Security has been major issues these days. And if we have to count this on emails…. Emails are most critical as well vulnerable service. Hence to minimize this vulnerability on Email services, one of the most important checklist is to use Public SSL Certificate. As on my previous blog, I have already shared how we can generate the certificate for the Exchange server. So, on this blog I am sharing my knowledge on best practice for the Public SSL certificate on Exchange 2016.
Let’s start with the Exchange network protocols that are required for the public Services. To secure these communications Exchange Server 2016 uses SSL certificates to encrypt the network traffic between the server, clients and applications. Which includes:
- Outlook connecting to Outlook Anywhere (RPC-over-HTTP) or MAPI-over-HTTP
- Web browsers connecting to Outlook on the web (OWA) using IIS Protocol
- Mobile devices connecting to ActiveSync to access mailboxes and calendars using HTTP/HTTPS protocol
- Applications connecting to Exchange Web Services (EWS) for free/busy and other lookups using HTTP/HTTPS Protocol
- Email clients connecting to secure POP or IMAP
- TLS encrypted SMTP between Exchange servers or other email servers
So, what we can see is the SMTP, IMAP, POP, IIS are the protocol that we required on the Internet to access to our mail server.
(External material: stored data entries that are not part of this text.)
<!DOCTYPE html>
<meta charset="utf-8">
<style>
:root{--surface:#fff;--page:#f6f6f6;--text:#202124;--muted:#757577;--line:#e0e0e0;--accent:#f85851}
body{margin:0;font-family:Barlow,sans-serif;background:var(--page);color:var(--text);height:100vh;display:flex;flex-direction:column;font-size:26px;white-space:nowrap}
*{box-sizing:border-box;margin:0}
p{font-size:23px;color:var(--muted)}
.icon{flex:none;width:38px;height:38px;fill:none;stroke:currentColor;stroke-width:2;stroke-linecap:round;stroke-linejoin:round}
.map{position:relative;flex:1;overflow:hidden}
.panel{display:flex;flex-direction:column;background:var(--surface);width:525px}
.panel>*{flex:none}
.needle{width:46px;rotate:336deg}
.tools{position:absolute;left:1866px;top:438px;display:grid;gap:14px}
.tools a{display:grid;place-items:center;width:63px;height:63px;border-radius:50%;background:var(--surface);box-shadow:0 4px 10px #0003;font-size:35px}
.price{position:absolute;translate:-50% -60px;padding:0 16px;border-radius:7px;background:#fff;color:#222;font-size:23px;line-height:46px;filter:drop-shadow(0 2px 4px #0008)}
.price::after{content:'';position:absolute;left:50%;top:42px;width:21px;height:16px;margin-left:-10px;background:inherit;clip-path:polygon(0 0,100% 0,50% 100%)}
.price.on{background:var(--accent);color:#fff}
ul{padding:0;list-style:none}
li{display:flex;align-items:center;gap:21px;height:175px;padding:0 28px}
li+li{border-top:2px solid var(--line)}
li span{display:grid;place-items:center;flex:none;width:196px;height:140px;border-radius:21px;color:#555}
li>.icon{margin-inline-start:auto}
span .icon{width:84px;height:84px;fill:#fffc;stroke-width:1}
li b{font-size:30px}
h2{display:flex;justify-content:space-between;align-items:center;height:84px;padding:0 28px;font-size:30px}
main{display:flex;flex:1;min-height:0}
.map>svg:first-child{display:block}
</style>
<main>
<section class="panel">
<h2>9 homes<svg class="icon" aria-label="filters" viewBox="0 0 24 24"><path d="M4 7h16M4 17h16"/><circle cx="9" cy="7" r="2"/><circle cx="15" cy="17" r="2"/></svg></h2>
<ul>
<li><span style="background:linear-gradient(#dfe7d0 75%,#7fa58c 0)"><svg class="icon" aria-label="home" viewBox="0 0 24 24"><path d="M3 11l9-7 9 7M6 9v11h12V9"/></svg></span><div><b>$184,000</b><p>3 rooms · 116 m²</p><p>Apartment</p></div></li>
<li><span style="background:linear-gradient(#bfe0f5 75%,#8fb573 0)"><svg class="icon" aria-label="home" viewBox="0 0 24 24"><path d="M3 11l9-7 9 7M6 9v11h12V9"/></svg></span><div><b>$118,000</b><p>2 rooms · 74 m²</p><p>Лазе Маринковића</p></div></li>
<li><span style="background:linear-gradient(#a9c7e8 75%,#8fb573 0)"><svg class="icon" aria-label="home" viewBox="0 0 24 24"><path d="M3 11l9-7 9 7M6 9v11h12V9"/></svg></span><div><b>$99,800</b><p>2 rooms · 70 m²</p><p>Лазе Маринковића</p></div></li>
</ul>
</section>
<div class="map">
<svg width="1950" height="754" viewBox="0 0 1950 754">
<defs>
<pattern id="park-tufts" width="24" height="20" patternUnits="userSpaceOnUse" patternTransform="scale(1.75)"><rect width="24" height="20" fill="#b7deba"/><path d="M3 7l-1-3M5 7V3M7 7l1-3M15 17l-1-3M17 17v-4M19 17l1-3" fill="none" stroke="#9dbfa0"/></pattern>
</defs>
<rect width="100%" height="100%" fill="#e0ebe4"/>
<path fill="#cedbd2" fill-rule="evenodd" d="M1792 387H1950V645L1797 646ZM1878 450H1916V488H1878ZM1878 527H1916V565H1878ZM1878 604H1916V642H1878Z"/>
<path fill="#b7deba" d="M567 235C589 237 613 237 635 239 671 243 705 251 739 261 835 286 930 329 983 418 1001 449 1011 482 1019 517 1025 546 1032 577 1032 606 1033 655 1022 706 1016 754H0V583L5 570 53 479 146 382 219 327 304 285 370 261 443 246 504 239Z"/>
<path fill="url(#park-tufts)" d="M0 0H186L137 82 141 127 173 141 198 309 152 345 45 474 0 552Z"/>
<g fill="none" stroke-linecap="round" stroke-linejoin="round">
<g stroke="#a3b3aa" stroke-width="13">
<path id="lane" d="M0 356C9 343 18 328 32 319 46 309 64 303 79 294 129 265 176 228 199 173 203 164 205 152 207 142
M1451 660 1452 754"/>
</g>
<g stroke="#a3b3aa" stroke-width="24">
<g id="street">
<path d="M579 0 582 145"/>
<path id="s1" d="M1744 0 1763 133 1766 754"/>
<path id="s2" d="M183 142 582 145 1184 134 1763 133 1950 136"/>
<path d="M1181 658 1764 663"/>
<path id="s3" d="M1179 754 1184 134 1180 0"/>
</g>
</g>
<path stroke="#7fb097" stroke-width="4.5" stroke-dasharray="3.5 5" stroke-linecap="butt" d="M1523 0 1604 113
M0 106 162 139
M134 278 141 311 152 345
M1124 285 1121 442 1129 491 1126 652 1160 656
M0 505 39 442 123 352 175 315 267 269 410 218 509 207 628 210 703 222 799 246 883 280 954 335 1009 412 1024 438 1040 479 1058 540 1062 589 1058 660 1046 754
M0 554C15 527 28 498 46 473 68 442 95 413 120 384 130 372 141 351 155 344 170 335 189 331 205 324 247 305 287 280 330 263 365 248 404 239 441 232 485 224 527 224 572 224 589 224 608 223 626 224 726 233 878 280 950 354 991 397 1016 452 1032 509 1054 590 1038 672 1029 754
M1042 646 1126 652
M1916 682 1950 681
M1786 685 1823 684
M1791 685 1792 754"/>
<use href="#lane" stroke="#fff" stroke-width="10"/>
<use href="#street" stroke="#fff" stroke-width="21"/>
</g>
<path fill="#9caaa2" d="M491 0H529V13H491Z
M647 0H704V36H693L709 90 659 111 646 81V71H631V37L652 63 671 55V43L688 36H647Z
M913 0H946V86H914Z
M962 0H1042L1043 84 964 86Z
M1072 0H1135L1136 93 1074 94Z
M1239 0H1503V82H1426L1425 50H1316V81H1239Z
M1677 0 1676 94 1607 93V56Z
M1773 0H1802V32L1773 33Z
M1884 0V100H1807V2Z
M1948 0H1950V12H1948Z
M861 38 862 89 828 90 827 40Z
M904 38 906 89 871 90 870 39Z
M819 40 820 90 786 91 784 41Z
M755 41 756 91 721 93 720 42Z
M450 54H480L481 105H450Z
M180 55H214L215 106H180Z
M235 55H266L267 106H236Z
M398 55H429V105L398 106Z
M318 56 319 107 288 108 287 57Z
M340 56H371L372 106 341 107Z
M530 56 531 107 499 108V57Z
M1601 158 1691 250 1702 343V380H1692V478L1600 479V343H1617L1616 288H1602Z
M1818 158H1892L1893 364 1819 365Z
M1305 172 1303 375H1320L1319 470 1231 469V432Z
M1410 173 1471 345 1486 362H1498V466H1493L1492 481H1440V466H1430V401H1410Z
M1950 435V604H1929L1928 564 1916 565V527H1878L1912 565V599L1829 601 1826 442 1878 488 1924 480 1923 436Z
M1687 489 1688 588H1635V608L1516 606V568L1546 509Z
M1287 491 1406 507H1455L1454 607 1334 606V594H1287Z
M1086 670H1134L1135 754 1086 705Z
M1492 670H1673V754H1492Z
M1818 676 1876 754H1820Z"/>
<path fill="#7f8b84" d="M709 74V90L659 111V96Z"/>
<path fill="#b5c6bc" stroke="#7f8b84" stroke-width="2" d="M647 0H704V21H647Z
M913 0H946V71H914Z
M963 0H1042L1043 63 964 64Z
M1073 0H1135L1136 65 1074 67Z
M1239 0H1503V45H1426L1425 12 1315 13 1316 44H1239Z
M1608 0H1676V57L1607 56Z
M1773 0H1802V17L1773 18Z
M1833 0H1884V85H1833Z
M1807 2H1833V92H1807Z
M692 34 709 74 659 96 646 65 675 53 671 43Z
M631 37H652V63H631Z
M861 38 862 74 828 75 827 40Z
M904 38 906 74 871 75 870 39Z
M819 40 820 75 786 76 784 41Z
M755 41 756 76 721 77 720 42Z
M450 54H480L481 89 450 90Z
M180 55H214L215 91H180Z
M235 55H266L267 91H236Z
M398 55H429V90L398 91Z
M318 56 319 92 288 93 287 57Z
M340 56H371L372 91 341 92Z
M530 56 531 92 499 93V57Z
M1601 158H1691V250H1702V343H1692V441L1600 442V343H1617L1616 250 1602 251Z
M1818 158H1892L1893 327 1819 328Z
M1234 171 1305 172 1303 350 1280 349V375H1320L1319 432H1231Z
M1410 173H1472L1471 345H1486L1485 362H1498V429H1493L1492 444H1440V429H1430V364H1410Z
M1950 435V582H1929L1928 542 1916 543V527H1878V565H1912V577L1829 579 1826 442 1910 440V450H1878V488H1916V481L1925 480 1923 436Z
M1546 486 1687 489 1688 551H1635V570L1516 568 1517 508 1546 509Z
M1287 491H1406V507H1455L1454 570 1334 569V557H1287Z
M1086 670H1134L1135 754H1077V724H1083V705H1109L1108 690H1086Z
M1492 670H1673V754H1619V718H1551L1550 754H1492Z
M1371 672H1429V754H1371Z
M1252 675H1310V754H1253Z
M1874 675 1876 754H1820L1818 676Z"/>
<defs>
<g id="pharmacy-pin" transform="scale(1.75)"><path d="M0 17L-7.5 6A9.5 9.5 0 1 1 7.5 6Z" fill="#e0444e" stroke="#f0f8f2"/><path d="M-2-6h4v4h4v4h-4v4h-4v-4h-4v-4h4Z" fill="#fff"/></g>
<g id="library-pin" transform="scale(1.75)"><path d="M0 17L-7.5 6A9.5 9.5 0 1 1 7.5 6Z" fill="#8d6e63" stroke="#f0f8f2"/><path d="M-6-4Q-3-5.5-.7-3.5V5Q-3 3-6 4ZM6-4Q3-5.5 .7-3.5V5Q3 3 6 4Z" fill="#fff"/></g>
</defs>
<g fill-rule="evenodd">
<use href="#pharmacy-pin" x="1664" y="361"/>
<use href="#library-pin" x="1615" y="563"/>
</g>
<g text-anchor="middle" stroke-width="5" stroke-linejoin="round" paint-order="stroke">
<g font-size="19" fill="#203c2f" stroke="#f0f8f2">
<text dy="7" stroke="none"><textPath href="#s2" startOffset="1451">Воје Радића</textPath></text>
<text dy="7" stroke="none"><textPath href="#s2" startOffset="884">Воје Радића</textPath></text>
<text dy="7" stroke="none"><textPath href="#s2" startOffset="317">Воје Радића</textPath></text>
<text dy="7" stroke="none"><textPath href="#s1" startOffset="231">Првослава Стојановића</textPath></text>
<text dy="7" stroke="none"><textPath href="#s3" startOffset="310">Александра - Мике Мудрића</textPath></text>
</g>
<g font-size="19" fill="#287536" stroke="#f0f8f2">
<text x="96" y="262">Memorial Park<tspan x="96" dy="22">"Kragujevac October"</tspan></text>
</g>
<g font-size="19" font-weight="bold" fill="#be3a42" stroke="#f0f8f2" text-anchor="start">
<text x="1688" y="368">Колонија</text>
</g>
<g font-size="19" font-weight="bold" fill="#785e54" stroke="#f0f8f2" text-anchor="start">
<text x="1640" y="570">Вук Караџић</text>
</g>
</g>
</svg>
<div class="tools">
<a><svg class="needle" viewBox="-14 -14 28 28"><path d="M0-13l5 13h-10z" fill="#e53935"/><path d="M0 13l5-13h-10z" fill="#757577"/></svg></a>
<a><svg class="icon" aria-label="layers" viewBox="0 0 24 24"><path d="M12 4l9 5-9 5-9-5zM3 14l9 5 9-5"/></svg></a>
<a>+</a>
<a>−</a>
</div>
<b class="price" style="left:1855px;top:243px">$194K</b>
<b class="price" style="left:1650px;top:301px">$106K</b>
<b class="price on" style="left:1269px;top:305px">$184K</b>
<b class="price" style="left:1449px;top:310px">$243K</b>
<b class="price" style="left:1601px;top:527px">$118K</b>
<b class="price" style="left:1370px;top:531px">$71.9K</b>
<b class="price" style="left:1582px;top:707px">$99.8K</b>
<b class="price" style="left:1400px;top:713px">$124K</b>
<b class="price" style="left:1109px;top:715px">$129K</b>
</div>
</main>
Although these protocols can be address from our private certificate server on intranet but it will not be facilitating service on the internet. Hence to facilitate the secure connection over the internet we will be requiring the Public SSL.
Now, we go through the varieties of the public SSL. We can find two types.
- SAN (Subject Alternative Name) based SSL Certificate. For e.g. mail.yourdomain.com
- Wild Card Certificate. For e.g. *.yourdoamin.com
So, what is the different between SAN based SSL Certificate and Wild Card Certificate. They both are public certificate and can be used for the Exchange server. Even Wild Card Certificate are cheaper and can be used for ‘n’ subdomains. While for the SAN based SSL, these can be used for specific domains or subdomain.
If this is so why can’t we use Wild Card Certificate as it seems to be beneficial? This is because in case of exchange there are certain limitation with wildcard Certificate. If you are using the wildcard certificate on Exchange you cannot address the services like IMAP and POP with it. That means wildcard certificates are not compatible with Exchange server, hence it is not recommended. But if you guys are using the IIS or web browsing, you can recommend wildcard certificate.
The next Important thing we need to consider is about the certificate generation. During the CSR generation we need to be cautious on below things:
Name of the SAN: you need to consider the name of the SAN which you are generating should be same namespace as of you are going to get browse through the web. If you don’t have your SAN name matched with your browsing namespace, the certificate is will not work.
Validity of Certificate: you also need to consider the Validity of the certificate, as this is one of the major component. It shows ‘not before’ and ‘not after’
: you also need to consider the Encryption type of the certificate, for detail this link
can help you
Trusted Certificate Authority: you also need to check, whether the SSL certificate provider for your organization is the Trusted and renowned or not?? Normally we use of GeoTrust, DigiCert, Symantec.
Now to get the SAN for the Public communication with Exchange server, we need to get consideration for the below namespaces:
Mydomain.com (for root domain)
Mail.mydomain.com (for all HTTPS, SMTP, POP and IMAP protocols)
Autodiscover.mydomain.com (for the autodiscover)
I hope this blog might have given you the insight for the Exchange Certificate on how we can generated the required SAN for any Exchange server environment.